Problem:
Throughout the entries below, report every line where "road" is found.
::: Data for review :::
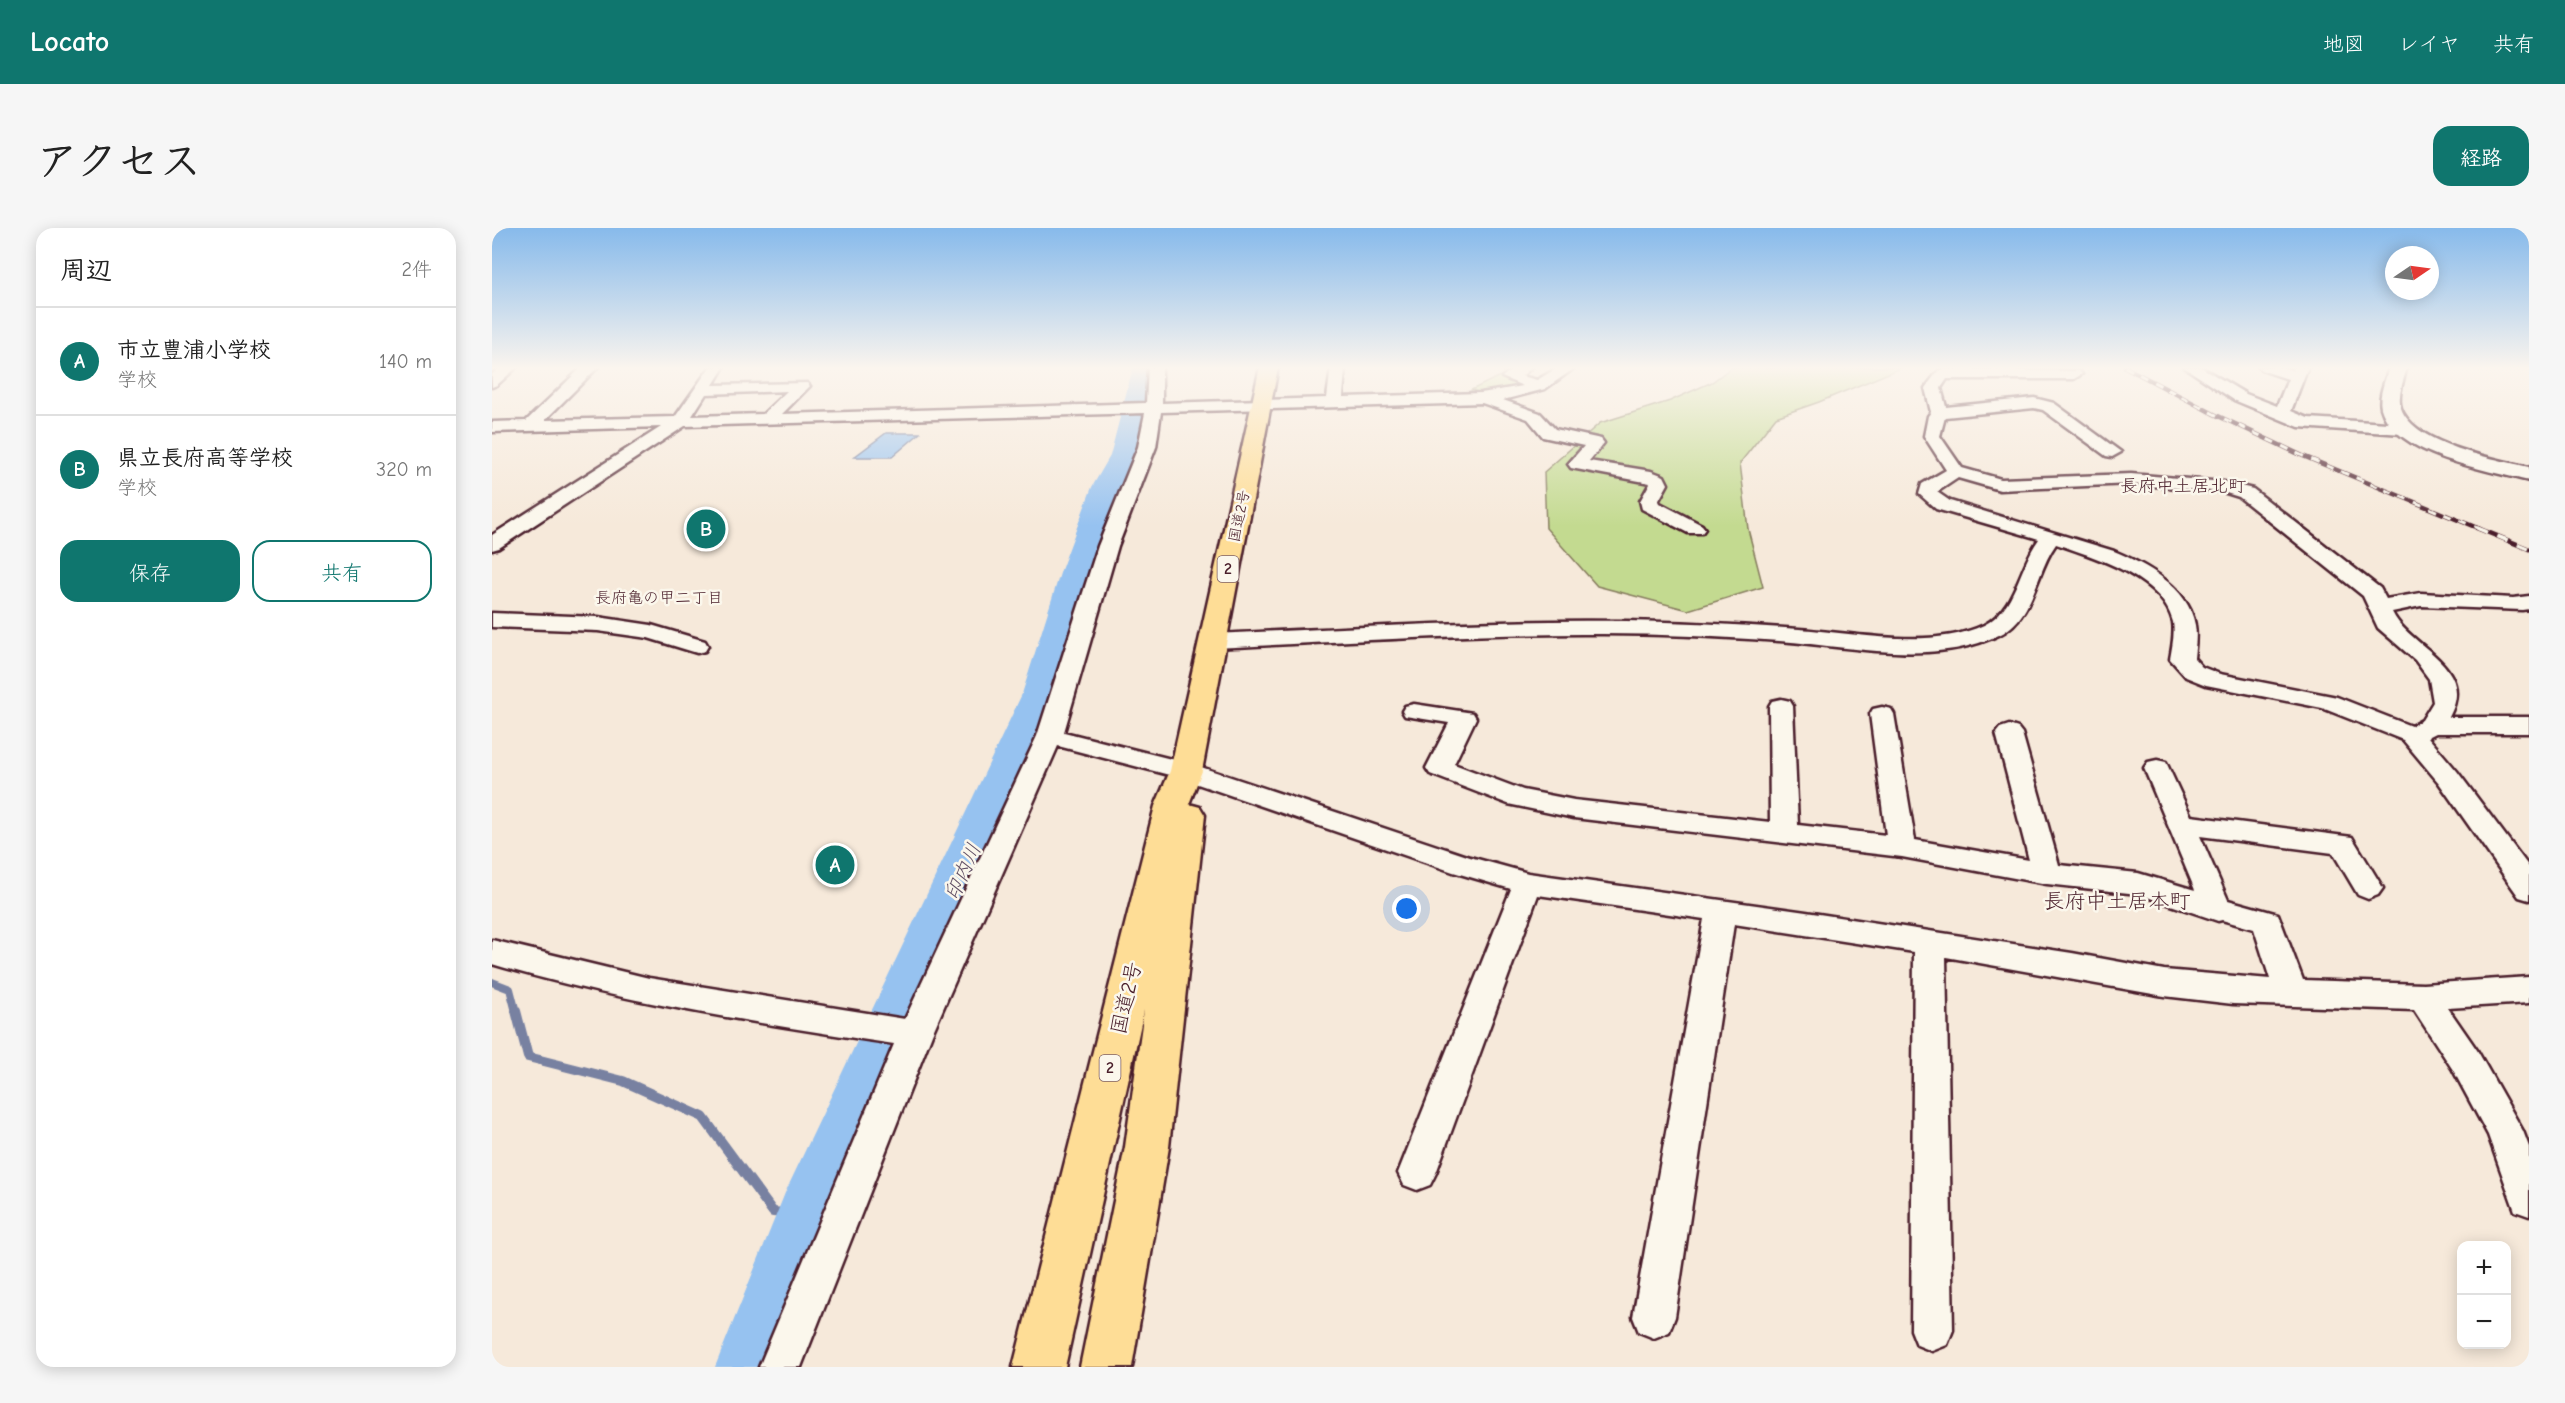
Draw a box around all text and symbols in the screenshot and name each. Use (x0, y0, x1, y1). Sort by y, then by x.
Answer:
text: Locato (30, 26, 109, 58)
text: 地図 (2323, 32, 2365, 56)
text: レイヤ (2398, 32, 2460, 56)
text: 共有 (2493, 32, 2535, 56)
button: 経路 (2433, 126, 2529, 186)
text: アクセス (36, 137, 201, 186)
north arrow (2385, 246, 2439, 300)
text: 周辺 (60, 256, 112, 286)
text: 2件 (402, 258, 432, 281)
text: 市立豊浦小学校 (117, 337, 271, 363)
text: A (74, 350, 85, 373)
text: 140 m (379, 350, 432, 373)
text: 学校 (117, 368, 157, 391)
text: 県立長府高等学校 (117, 445, 293, 471)
text: B (73, 458, 86, 481)
text: 320 m (376, 458, 432, 481)
text: 学校 (117, 476, 157, 499)
district label: 長府中土居北町 (2120, 476, 2246, 497)
street label: 国道2号 (1225, 488, 1253, 544)
pin: B (686, 506, 726, 552)
button: 保存 (60, 540, 240, 602)
button: 共有 (252, 540, 432, 602)
road number: 2 (1218, 556, 1238, 582)
district label: 長府亀の甲二丁目 (595, 589, 723, 607)
water label: 印内川 (940, 840, 986, 904)
pin: A (816, 842, 854, 888)
district label: 長府中土居本町 (2044, 889, 2191, 913)
your location (1392, 894, 1421, 923)
street label: 国道2号 (1106, 959, 1146, 1037)
road number: 2 (1100, 1055, 1120, 1081)
map controls (2457, 1241, 2511, 1349)
button: + (2457, 1241, 2511, 1295)
button: − (2457, 1295, 2511, 1349)

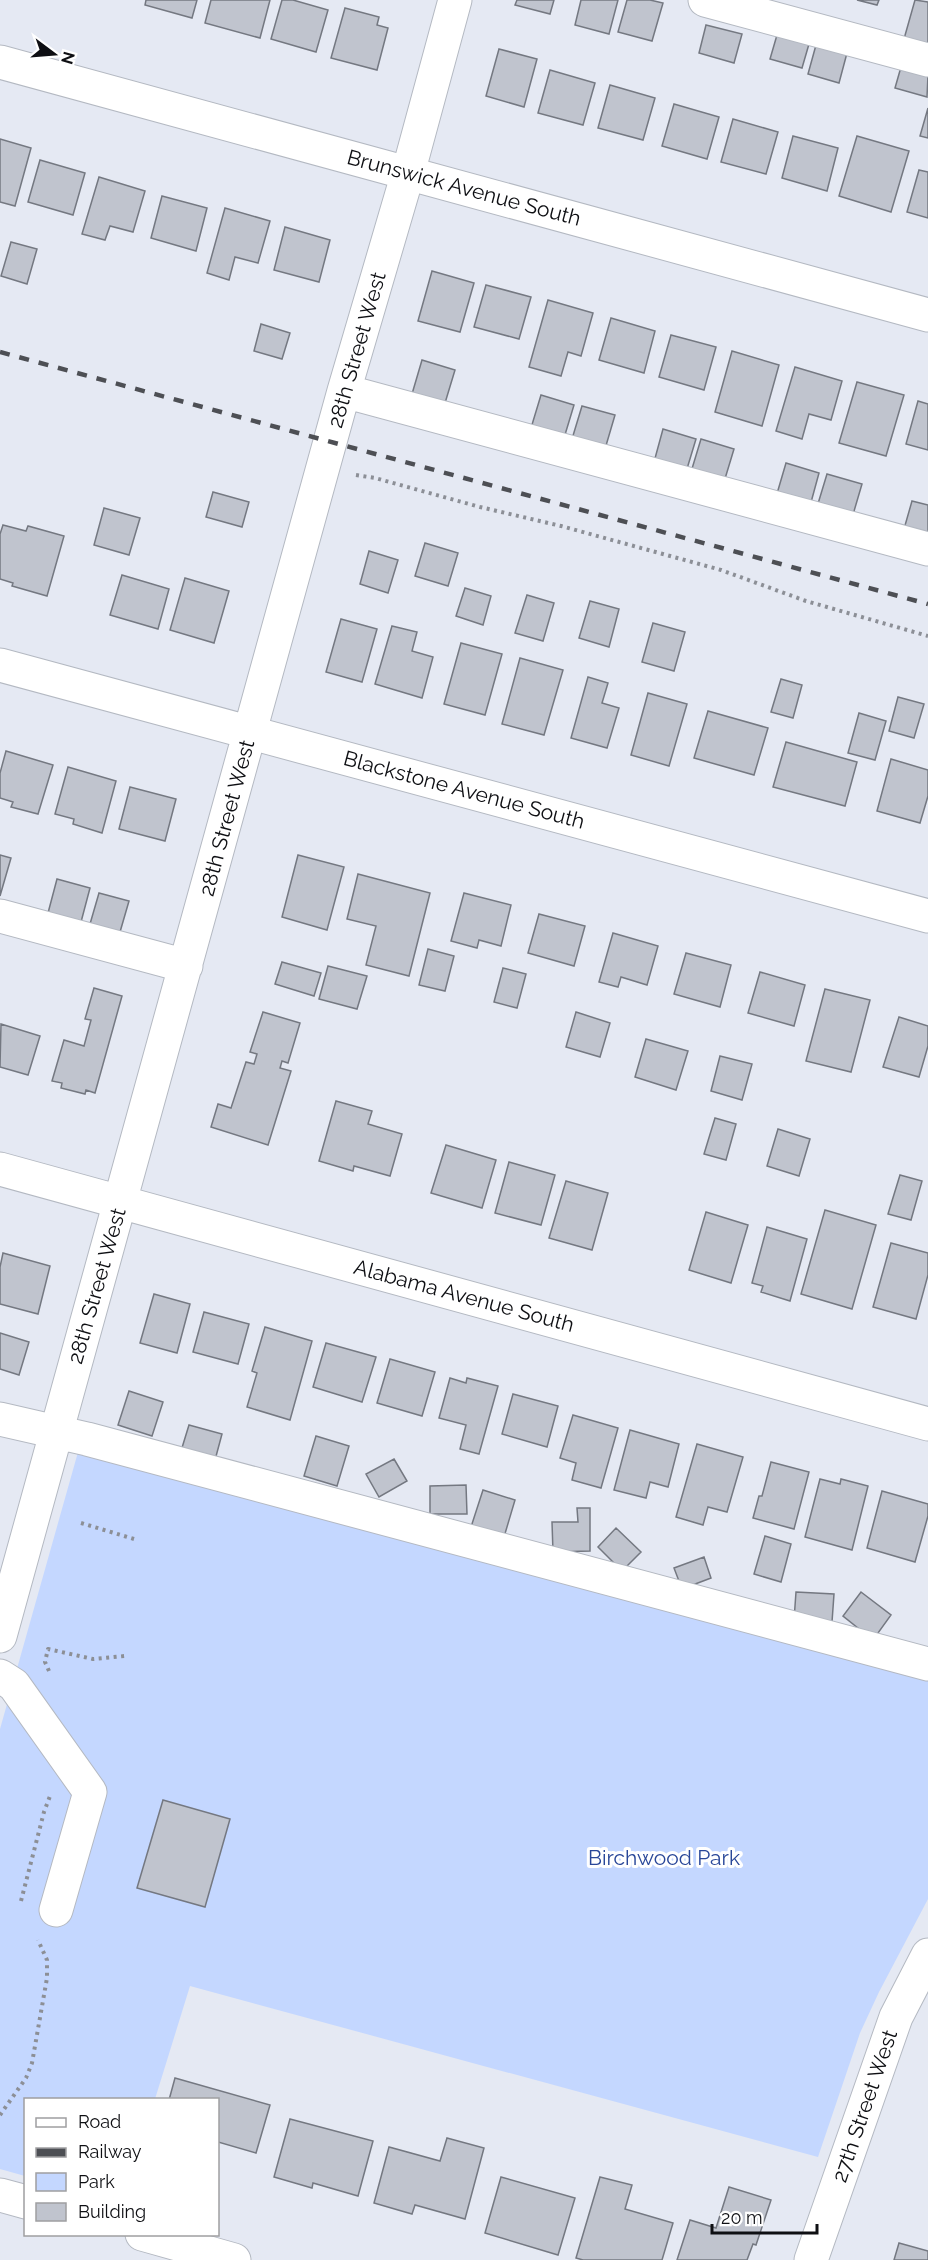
:::
Expected answer:
road number: 2 (1218, 556, 1238, 582)
road number: 2 (1100, 1055, 1120, 1081)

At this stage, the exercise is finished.